The social self is the part of you that developed in response to pressures from the people around you, including everyone from your family to your first love to the pope. As the most socially dependent of mammals, human babies are born knowing that their very survival depends on the goodwill of the grown-ups around them. Because of this, we're all literally designed to please others. Your essential self was the part of you that cracked your first baby smile; your social self noticed how much Mommy loved that smile, and later reproduced it at exactly the right moment to convince her to lend you the down payment on a condo. You still have both responses. Sometimes you smile involuntarily, out of amusement or silliness or joy, but many of your smiles are based purely on social convention.
Between birth and this moment, your social self has picked up a huge variety of skills. It learned to talk, read, dress, dance, drive, juggle, merge, acquire, cook, yodel, wait in line, share bananas, restrain the urge to bite - anything that won social approval. Unlike your essential self, which is the same regardless of culture, your social self was shaped by cultural norms and expectations.
If you happen to have been born into a Mafia family, your social self is probably wary, street-smart, and ruthless. If you were raised by nuns in the local orphanage, it may be saintly and self-sacrificing. Whatever you learned to be, you're still learning. Your social self is hard at work, right this minute, struggling to make sure you're honest and loyal, or sweet and sexy, or tough and macho, or any other combination of things you believe makes you socially acceptable.

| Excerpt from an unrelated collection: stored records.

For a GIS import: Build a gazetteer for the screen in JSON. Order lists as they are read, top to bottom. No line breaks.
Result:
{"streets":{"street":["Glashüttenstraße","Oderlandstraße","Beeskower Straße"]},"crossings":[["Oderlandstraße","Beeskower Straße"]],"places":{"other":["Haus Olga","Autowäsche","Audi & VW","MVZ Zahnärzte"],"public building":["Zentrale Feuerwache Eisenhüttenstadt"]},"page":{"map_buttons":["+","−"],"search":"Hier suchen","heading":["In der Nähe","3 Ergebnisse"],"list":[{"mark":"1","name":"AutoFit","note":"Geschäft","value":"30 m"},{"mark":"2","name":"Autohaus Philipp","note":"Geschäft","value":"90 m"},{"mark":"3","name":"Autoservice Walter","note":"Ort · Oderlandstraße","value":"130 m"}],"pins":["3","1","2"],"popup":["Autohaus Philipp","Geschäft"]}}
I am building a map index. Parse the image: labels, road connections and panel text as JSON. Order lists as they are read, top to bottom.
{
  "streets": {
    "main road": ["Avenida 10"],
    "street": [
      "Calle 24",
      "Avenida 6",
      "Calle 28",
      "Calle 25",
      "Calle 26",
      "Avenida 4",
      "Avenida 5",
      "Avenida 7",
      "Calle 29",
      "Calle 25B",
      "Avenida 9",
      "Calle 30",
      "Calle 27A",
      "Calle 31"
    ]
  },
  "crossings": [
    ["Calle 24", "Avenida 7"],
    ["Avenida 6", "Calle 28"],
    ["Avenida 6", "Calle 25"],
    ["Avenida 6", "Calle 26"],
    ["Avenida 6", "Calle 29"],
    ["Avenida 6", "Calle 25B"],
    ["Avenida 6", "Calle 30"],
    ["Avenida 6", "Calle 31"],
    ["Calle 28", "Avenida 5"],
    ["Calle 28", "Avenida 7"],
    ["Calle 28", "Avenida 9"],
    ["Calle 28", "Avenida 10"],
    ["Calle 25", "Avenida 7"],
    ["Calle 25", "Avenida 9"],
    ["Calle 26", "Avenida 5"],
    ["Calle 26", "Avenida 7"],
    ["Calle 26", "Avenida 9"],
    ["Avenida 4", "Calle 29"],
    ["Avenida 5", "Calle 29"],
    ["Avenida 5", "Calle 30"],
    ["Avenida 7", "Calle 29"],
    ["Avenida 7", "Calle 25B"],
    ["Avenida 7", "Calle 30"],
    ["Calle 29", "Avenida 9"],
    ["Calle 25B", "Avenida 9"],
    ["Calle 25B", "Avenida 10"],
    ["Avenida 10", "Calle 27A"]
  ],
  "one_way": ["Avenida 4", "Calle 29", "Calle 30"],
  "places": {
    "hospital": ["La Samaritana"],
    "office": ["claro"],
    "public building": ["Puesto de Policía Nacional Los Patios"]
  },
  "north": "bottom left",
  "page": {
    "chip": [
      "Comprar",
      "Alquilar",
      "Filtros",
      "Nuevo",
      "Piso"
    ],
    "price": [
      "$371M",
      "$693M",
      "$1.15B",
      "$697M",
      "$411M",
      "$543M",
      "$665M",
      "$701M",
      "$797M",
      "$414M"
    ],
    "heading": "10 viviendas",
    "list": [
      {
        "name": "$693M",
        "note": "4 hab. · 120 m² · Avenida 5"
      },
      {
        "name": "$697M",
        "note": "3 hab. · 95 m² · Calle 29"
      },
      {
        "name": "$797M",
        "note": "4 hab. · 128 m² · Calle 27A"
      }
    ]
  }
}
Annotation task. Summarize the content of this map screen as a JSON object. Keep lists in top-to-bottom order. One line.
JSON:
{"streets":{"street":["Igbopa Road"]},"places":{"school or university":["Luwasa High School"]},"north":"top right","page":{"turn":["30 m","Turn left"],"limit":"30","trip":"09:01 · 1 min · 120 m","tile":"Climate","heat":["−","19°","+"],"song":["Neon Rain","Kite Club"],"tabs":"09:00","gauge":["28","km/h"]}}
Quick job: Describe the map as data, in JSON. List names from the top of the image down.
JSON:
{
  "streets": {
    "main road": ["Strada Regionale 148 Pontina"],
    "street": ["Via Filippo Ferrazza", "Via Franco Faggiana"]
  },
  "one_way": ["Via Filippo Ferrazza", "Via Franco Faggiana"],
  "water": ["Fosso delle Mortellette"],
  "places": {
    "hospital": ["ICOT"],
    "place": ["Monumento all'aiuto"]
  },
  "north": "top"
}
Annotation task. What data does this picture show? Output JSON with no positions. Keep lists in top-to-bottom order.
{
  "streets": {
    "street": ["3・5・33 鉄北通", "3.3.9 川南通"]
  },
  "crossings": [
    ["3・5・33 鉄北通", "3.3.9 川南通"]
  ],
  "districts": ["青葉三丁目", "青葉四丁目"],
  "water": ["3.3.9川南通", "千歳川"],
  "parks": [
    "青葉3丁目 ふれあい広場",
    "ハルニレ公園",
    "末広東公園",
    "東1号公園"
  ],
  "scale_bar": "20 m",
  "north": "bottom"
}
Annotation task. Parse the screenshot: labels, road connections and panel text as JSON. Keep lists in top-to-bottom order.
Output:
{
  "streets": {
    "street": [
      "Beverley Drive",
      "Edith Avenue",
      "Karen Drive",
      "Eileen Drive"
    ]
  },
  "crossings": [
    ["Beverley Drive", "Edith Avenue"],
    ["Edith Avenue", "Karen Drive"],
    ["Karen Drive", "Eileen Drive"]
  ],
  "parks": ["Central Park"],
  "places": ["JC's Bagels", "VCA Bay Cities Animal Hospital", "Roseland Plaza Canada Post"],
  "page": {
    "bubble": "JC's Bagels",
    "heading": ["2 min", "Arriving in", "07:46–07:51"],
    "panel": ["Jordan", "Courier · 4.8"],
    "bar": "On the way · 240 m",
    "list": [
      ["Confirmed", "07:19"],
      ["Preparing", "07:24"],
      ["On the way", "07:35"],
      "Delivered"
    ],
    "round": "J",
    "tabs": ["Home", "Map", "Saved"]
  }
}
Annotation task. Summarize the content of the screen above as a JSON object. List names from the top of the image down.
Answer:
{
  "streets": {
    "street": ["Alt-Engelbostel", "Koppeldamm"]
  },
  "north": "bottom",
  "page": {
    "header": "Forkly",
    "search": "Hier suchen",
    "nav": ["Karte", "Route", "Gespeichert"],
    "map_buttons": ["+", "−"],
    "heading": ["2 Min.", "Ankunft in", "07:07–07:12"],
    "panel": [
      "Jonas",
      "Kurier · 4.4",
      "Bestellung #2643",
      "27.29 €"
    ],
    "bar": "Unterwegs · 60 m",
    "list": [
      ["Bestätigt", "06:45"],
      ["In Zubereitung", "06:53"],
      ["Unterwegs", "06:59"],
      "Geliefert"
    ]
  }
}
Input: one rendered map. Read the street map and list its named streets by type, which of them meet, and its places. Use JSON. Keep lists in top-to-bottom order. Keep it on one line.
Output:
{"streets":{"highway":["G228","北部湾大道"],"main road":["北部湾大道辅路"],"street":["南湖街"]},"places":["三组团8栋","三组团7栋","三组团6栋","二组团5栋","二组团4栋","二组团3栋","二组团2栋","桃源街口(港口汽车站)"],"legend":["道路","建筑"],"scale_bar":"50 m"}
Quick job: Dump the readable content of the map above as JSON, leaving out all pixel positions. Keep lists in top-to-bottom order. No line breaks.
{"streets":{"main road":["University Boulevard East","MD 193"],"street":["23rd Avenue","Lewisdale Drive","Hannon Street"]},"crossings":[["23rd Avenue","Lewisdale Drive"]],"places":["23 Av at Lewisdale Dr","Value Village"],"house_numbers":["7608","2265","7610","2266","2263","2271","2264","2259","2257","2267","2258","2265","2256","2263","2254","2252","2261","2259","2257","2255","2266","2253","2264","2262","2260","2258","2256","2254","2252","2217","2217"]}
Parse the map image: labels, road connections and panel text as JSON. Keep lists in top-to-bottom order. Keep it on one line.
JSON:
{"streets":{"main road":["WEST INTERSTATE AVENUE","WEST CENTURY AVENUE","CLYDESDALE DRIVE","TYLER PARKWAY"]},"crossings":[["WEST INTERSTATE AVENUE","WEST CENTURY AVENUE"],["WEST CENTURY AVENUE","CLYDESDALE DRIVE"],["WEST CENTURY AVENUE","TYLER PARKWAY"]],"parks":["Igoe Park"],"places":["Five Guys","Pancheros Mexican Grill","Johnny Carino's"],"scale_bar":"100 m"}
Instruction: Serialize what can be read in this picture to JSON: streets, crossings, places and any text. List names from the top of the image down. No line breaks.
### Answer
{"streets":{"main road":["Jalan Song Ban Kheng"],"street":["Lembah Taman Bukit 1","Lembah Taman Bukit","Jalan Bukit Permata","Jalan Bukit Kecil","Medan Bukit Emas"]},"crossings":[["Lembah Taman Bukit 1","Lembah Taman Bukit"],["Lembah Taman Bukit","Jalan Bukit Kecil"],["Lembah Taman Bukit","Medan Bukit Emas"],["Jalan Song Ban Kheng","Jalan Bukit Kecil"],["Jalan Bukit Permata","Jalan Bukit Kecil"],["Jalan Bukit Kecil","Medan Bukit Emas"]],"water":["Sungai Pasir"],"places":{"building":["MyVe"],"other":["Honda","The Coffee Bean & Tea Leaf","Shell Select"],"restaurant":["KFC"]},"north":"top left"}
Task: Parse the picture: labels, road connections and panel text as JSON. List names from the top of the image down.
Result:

The social self is based on principles that often run contrary to our core desires. Its job is to know when those desires will upset other people, and to help us override natural inclinations that aren't socially acceptable.
Many of you become retrospective during an illness and are essentially responsible citizens who have muzzled their essential selves in order to do what they believe is the "right thing." There are, of course, people who fail—or refuse—to develop a social self. They live completely in essential-self world, never accommodating society in any way that runs contrary to their desires.
Often the ill and disabled try to make themselves a better person. Or, conversely they feel that the whole world owes them a living and show the nasty selfish sides of their characters. Having a strong social self is a terrific asset. It's allowed you to sustain relationships, finish school, hold down jobs, and meet a lot of other goals. But if, in spite of all these achievements, you're feeling discontented and unfulfilled – then your internal wiring is probably disconnected. You need to re-establish contact with your essential self.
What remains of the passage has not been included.